[[ Data supplied open ]]
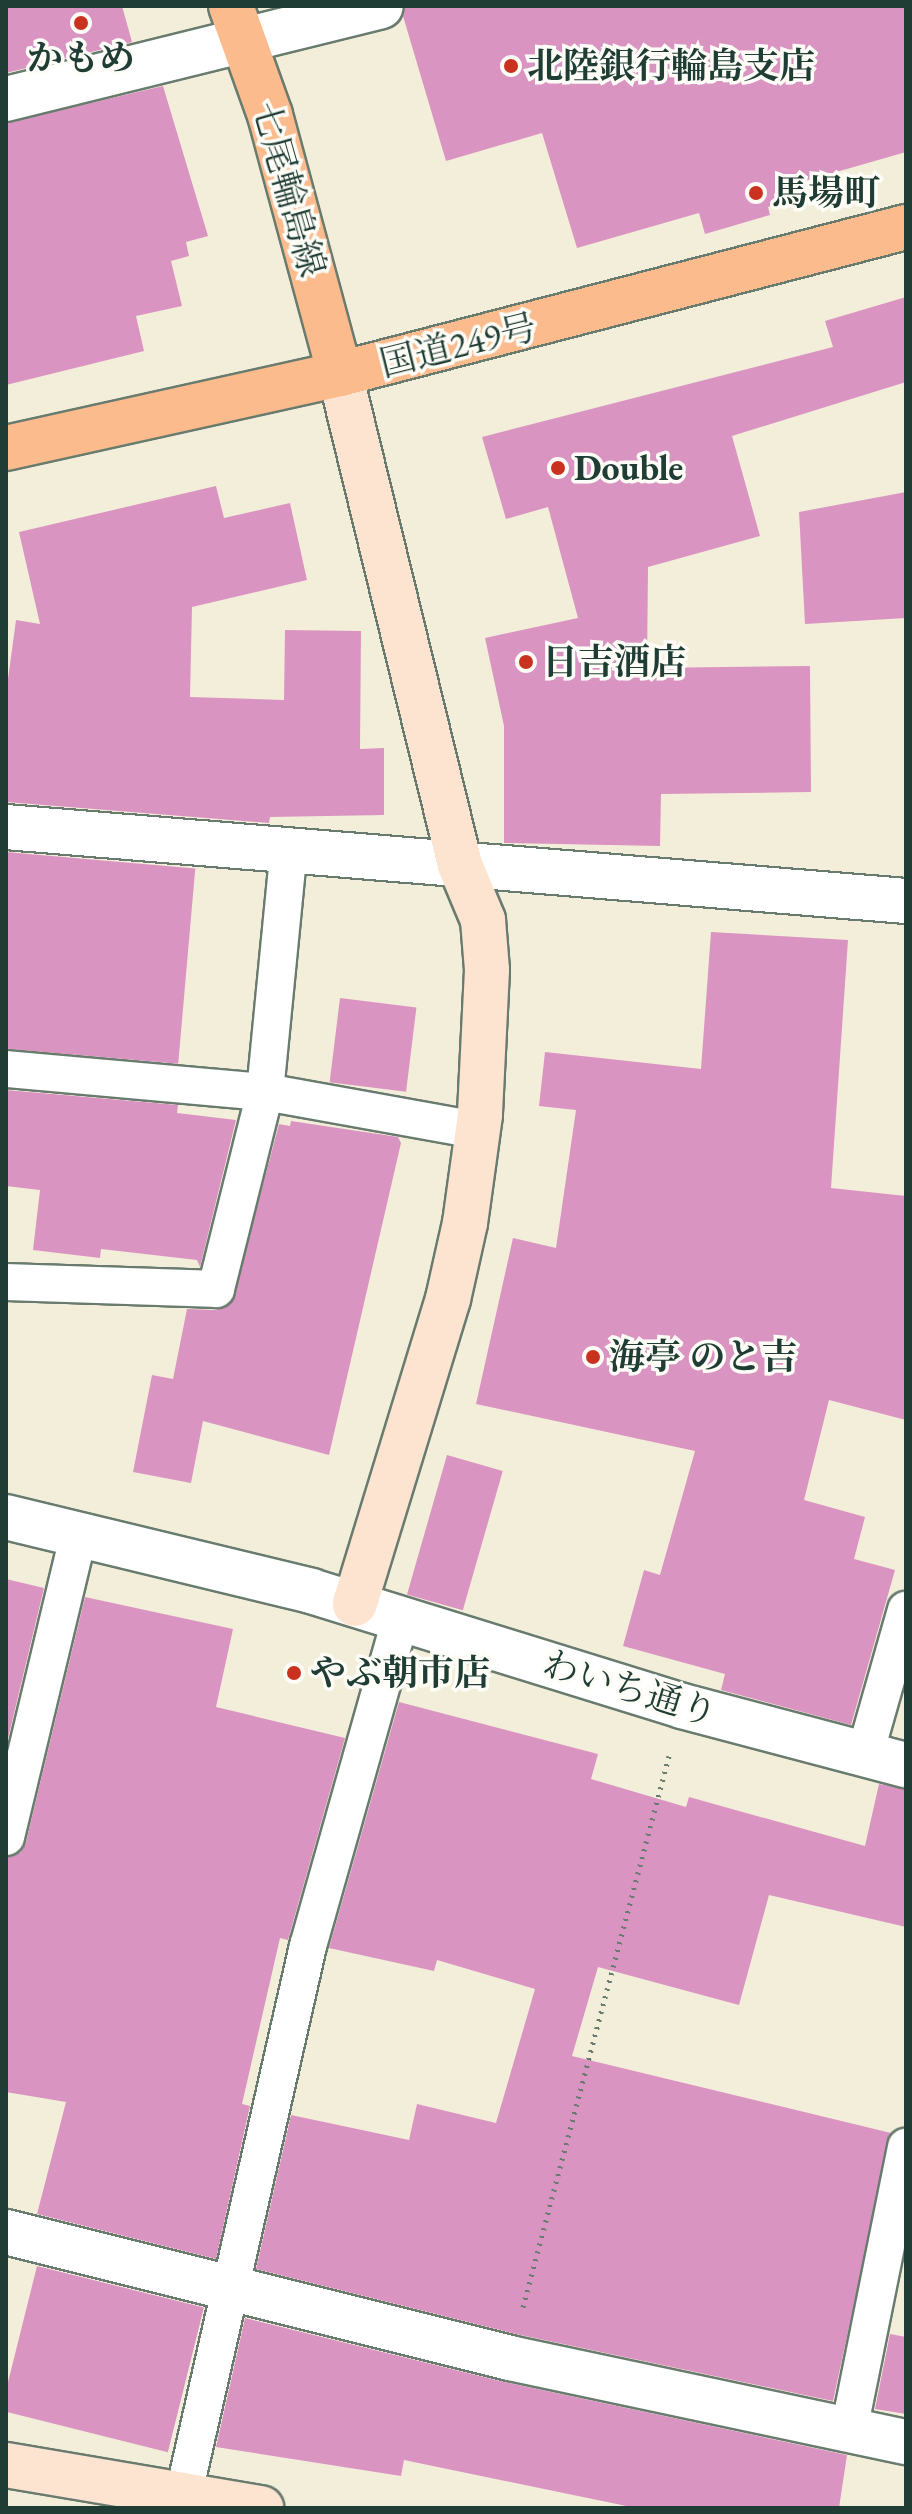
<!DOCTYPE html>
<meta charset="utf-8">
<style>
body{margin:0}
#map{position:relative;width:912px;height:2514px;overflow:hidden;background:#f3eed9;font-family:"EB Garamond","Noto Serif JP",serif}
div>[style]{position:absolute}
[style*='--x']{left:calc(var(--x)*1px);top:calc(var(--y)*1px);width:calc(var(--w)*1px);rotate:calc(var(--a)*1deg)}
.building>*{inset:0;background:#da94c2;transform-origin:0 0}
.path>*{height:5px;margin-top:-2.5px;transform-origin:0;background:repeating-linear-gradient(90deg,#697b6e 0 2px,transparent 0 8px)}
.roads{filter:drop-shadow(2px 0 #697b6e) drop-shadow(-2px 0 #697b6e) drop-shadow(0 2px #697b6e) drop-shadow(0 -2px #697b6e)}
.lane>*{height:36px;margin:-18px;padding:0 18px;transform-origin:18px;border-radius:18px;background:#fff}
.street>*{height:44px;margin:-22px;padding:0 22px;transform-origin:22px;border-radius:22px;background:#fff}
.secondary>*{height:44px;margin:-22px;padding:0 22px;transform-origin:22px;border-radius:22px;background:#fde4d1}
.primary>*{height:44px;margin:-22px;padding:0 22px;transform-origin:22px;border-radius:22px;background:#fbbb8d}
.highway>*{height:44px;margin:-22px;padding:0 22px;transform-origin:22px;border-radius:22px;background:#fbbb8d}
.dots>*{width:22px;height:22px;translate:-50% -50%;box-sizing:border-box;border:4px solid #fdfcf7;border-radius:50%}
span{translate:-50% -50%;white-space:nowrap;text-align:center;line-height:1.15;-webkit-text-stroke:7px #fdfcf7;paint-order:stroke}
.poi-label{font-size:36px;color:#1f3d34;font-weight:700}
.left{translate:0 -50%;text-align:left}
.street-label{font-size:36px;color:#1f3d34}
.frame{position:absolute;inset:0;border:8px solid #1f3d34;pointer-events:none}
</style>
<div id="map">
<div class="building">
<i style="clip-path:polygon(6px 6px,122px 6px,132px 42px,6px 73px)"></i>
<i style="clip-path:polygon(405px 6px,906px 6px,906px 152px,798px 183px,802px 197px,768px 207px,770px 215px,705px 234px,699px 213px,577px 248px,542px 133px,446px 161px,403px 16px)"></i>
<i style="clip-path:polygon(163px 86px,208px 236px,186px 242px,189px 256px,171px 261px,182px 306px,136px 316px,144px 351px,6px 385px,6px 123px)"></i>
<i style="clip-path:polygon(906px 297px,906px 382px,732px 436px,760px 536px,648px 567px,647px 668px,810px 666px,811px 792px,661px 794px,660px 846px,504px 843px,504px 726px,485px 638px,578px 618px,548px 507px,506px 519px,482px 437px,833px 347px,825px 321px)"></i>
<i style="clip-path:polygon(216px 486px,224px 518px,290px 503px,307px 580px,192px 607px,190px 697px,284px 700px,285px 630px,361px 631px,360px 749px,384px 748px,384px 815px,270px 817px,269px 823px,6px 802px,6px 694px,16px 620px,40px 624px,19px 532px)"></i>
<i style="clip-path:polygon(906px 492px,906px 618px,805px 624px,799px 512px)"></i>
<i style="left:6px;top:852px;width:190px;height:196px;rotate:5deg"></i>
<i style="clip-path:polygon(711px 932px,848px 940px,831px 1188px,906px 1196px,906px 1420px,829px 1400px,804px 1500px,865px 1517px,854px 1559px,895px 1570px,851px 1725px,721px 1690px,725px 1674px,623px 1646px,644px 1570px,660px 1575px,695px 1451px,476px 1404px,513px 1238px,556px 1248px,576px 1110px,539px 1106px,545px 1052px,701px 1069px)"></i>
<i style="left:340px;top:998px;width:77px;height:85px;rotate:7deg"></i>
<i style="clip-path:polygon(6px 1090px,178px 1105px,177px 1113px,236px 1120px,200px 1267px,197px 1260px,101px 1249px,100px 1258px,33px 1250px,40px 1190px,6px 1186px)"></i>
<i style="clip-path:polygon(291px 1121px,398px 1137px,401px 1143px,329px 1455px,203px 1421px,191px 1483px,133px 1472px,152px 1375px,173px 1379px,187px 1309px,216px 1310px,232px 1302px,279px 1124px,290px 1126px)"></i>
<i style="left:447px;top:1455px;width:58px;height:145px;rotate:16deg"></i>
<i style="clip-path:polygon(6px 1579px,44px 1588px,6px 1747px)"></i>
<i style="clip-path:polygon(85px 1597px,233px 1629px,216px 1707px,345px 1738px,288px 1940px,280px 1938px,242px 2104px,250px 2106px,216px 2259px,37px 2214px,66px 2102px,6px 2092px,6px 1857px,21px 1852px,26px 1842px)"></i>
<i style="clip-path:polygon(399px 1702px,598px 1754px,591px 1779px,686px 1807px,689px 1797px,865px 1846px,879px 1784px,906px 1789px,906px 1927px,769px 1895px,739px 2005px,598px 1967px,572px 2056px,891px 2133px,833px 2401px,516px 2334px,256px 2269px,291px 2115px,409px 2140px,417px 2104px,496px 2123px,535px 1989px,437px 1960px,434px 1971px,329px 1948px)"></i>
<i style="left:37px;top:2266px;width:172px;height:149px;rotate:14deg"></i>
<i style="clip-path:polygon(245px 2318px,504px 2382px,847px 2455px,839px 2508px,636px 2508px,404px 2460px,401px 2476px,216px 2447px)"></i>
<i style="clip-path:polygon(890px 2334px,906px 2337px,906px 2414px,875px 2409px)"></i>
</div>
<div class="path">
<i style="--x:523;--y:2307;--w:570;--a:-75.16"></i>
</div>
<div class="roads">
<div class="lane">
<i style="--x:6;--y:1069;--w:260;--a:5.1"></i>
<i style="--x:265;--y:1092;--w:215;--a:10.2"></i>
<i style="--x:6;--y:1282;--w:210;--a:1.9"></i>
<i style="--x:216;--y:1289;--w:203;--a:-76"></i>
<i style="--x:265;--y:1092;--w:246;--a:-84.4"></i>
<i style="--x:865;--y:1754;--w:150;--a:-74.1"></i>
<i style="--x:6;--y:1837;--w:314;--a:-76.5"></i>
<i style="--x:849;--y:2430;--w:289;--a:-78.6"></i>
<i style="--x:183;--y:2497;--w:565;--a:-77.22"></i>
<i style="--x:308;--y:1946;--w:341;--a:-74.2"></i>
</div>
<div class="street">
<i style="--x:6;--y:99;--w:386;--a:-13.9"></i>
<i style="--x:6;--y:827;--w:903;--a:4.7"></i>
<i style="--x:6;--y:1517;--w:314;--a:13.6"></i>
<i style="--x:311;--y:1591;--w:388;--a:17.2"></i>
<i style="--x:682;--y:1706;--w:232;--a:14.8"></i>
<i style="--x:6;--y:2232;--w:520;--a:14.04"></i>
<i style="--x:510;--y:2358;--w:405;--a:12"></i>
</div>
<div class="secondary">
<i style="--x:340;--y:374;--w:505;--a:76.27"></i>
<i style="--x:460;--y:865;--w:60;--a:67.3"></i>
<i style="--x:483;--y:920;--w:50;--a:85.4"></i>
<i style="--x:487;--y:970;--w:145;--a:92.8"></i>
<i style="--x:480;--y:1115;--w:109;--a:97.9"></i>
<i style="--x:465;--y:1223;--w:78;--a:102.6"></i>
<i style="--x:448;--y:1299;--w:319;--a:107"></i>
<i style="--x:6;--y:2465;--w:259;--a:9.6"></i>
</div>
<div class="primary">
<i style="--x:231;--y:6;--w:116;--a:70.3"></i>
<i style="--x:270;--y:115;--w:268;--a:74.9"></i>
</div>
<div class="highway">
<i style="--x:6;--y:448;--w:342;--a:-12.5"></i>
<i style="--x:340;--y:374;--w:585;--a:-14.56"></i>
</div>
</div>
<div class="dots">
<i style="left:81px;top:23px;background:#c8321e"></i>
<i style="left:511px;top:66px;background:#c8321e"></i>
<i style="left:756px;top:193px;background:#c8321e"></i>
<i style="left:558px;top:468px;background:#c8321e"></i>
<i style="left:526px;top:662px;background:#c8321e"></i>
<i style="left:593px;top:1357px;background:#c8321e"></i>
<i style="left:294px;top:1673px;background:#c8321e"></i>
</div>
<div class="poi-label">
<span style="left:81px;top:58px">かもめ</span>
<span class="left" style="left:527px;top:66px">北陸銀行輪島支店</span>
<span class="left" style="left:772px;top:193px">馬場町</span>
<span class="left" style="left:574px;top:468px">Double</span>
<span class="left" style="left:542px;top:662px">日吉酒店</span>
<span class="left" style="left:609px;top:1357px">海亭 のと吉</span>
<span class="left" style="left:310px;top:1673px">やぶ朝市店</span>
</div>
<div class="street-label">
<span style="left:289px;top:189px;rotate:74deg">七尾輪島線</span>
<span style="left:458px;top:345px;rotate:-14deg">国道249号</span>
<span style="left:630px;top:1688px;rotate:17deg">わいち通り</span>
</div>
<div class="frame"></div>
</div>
[[ Data supplied closed ]]
◆ Work instructions ◆
For this exercise, find all lines in the records containing the word "lane" and copy them.

◆ Response to the task ◆
.lane>*{height:36px;margin:-18px;padding:0 18px;transform-origin:18px;border-radius:18px;background:#fff}
<div class="lane">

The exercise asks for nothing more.